Requirement:
In the material below, find every line containing the string "Charente" and return it.

Supplied material:
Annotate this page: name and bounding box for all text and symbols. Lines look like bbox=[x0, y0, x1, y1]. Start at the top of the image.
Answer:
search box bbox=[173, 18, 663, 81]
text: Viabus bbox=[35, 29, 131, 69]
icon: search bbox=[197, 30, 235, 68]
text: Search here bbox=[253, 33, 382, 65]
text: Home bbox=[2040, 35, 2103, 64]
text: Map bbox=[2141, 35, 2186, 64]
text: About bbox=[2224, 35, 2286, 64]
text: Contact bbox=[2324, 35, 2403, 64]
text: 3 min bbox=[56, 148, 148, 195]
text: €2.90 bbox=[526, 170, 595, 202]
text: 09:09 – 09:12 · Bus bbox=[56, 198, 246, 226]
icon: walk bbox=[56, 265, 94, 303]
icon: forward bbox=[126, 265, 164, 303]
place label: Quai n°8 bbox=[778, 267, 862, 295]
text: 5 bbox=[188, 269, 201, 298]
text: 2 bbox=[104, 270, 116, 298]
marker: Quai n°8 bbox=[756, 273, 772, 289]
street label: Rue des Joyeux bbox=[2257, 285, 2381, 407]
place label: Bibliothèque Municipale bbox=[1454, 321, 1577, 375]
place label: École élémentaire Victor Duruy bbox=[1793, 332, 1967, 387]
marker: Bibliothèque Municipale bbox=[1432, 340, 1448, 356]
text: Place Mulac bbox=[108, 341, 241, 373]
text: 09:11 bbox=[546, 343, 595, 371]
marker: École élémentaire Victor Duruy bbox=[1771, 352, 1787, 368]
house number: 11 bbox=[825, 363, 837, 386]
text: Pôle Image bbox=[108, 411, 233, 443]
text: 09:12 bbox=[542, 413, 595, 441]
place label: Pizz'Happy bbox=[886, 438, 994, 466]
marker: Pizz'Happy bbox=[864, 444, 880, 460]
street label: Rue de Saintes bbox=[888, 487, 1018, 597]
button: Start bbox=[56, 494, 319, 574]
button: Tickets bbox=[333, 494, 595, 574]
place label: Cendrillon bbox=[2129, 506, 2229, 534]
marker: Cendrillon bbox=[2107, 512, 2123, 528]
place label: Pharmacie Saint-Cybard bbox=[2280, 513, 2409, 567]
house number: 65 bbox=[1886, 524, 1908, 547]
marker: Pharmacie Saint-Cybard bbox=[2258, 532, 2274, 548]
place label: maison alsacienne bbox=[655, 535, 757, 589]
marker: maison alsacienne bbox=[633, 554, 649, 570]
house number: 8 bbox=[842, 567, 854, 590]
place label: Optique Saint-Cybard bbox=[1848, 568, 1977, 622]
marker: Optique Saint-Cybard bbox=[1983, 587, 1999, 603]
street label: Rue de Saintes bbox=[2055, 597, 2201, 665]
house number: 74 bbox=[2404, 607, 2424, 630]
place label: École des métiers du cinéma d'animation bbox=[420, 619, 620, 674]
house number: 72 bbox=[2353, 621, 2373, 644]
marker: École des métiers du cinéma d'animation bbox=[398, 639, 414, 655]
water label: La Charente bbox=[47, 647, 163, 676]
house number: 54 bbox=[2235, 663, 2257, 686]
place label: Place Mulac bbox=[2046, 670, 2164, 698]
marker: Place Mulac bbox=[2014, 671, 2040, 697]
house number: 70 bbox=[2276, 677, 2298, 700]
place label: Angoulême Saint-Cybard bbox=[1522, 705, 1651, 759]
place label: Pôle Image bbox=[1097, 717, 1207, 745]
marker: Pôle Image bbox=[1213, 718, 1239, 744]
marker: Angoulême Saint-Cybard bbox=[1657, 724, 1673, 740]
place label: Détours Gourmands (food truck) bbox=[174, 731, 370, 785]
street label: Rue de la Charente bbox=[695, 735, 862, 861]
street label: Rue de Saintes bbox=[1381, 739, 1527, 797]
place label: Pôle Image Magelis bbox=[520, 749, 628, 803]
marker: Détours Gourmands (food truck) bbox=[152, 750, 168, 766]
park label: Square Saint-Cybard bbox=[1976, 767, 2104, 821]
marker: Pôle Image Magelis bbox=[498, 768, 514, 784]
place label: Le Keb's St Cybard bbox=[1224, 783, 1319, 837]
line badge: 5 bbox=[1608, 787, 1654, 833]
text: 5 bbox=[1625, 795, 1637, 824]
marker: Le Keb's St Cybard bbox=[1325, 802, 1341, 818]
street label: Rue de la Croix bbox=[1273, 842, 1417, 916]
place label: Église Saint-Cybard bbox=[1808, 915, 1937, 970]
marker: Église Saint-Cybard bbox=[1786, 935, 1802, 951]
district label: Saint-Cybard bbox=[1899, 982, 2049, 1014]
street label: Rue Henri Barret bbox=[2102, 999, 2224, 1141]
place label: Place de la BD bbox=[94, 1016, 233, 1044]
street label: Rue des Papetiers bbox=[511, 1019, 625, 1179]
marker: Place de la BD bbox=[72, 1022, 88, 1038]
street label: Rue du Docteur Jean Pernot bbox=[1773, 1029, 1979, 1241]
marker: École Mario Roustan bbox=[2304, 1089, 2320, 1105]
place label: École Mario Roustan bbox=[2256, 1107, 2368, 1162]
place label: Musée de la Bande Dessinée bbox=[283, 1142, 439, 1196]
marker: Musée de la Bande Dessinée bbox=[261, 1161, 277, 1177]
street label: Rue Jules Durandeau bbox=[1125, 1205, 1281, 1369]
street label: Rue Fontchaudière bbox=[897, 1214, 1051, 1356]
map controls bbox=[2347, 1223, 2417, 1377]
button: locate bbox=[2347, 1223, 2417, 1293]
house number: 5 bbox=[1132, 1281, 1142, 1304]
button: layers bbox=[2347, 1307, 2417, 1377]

Problem solution:
water label: La Charente bbox=[47, 647, 163, 676]
street label: Rue de la Charente bbox=[695, 735, 862, 861]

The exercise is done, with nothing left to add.